The problem:
Among the entries below, find the lines with the word "speed" and return them.

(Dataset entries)
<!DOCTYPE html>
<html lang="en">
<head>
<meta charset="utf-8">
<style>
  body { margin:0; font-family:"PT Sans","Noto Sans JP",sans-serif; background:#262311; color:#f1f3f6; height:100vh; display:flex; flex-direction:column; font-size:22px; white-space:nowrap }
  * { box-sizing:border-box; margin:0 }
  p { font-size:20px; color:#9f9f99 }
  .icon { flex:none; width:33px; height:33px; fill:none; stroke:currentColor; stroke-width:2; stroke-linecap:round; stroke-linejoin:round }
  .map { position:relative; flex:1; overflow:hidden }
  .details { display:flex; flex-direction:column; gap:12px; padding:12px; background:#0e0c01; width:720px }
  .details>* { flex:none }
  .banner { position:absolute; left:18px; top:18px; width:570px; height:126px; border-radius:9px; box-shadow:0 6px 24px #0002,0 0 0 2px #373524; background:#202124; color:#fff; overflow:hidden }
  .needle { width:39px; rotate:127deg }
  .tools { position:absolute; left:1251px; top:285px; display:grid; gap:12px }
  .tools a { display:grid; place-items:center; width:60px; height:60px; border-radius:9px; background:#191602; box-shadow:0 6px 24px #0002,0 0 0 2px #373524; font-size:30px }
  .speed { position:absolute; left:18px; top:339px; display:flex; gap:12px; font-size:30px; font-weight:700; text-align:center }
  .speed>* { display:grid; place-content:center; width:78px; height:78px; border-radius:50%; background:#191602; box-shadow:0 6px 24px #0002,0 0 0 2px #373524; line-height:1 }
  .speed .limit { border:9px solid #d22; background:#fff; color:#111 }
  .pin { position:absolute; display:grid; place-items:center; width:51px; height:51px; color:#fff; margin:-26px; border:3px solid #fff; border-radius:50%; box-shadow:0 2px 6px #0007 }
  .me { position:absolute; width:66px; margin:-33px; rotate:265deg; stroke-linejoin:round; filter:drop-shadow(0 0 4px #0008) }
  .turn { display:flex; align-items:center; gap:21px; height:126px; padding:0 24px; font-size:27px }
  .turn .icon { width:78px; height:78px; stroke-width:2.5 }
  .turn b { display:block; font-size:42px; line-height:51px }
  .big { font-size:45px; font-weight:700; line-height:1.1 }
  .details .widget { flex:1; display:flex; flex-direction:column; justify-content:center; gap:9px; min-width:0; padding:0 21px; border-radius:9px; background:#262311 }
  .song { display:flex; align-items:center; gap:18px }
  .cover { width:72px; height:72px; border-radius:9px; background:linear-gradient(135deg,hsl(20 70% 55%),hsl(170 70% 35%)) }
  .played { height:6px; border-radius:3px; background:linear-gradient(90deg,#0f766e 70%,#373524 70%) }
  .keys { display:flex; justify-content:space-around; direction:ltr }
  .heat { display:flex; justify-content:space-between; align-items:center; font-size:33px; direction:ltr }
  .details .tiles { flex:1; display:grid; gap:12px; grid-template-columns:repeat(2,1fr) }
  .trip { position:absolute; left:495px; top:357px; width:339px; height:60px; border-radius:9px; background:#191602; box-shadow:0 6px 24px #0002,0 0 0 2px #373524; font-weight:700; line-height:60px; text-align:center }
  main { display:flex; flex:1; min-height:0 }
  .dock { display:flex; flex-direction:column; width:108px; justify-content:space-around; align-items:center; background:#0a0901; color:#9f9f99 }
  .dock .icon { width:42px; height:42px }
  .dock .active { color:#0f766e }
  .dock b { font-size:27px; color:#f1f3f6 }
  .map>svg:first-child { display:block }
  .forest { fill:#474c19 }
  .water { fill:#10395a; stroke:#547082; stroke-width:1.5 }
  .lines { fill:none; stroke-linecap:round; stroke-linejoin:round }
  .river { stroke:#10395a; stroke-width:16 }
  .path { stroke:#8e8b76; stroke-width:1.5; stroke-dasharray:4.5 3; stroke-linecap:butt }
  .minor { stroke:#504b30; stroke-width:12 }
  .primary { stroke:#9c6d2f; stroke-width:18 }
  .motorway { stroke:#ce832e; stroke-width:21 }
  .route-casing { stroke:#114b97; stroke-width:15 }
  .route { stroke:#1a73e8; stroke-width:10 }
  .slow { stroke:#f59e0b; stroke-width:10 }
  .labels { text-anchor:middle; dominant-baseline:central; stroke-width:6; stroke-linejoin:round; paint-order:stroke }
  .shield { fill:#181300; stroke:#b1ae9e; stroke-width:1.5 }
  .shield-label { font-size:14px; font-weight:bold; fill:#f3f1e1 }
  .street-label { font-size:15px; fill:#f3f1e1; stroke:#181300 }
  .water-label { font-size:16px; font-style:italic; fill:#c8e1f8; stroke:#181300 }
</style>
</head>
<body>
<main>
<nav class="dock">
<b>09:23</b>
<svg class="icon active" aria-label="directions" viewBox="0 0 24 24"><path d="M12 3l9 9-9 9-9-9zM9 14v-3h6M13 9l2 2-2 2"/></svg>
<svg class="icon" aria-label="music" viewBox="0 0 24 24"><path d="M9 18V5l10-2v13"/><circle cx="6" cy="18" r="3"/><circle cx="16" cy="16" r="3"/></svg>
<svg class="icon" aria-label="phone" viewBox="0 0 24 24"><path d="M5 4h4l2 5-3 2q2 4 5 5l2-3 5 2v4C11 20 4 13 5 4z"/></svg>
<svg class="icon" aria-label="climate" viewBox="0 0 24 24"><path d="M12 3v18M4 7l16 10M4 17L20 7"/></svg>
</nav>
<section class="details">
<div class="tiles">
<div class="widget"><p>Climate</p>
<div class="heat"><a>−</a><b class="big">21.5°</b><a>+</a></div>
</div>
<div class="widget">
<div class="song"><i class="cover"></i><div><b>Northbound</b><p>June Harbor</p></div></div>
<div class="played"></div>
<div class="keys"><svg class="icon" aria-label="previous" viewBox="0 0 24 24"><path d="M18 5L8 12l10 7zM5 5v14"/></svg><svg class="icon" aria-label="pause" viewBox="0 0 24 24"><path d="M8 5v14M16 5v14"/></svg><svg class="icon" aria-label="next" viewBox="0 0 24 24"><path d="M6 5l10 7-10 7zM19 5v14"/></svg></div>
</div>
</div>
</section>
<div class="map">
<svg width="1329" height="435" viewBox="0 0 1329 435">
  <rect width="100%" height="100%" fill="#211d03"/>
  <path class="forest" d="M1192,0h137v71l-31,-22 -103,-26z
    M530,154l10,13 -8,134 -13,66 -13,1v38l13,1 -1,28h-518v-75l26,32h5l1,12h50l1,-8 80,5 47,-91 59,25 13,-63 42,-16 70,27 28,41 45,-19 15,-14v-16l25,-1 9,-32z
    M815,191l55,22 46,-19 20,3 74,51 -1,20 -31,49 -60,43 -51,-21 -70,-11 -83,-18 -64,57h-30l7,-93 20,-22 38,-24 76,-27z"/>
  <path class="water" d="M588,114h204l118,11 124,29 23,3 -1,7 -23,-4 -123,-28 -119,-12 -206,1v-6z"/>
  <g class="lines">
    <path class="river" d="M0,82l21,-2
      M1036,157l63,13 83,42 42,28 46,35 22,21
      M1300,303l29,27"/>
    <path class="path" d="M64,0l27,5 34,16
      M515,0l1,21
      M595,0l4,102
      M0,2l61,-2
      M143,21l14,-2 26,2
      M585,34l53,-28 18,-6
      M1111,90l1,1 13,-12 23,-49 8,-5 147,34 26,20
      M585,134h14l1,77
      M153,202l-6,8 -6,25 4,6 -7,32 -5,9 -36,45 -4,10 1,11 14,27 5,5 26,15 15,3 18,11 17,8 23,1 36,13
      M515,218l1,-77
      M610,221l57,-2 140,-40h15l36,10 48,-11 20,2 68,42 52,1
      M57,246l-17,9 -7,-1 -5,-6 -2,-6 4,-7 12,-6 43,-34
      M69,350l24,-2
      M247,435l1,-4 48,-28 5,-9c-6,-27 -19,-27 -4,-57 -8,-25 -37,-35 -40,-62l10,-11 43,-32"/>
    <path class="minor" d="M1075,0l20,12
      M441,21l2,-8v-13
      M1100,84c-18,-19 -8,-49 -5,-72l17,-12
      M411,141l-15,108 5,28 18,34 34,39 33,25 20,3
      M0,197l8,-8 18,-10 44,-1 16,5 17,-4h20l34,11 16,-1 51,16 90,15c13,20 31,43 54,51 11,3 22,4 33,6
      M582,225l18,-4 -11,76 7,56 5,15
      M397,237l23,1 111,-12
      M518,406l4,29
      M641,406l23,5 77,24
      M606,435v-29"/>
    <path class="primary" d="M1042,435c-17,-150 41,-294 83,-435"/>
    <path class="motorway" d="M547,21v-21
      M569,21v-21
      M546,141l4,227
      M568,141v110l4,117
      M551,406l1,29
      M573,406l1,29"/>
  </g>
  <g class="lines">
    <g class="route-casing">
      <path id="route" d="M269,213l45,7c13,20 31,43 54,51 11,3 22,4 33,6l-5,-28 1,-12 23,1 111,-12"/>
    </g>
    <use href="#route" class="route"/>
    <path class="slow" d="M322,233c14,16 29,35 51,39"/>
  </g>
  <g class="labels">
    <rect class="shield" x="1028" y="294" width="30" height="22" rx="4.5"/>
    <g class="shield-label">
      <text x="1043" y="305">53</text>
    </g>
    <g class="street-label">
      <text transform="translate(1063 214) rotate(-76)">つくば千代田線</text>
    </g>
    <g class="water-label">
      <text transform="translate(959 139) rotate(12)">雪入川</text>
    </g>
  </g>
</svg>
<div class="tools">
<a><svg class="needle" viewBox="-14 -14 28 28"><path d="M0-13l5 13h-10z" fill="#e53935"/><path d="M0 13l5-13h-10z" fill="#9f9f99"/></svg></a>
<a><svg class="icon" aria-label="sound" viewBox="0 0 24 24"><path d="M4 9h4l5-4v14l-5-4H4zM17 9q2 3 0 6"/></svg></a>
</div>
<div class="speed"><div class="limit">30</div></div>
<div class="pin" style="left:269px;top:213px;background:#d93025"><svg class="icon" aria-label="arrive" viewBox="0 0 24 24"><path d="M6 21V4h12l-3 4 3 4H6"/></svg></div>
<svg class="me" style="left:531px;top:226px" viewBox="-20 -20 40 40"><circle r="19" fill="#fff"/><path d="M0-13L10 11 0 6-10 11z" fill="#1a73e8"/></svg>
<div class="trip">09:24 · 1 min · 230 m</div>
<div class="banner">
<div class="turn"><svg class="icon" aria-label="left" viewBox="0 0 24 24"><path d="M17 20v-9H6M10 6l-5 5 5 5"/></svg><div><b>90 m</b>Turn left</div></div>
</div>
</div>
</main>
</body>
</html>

Result:
  .speed { position:absolute; left:18px; top:339px; display:flex; gap:12px; font-size:30px; font-weight:700; text-align:center }
  .speed>* { display:grid; place-content:center; width:78px; height:78px; border-radius:50%; background:#191602; box-shadow:0 6px 24px #0002,0 0 0 2px #373524; line-height:1 }
  .speed .limit { border:9px solid #d22; background:#fff; color:#111 }
<div class="speed"><div class="limit">30</div></div>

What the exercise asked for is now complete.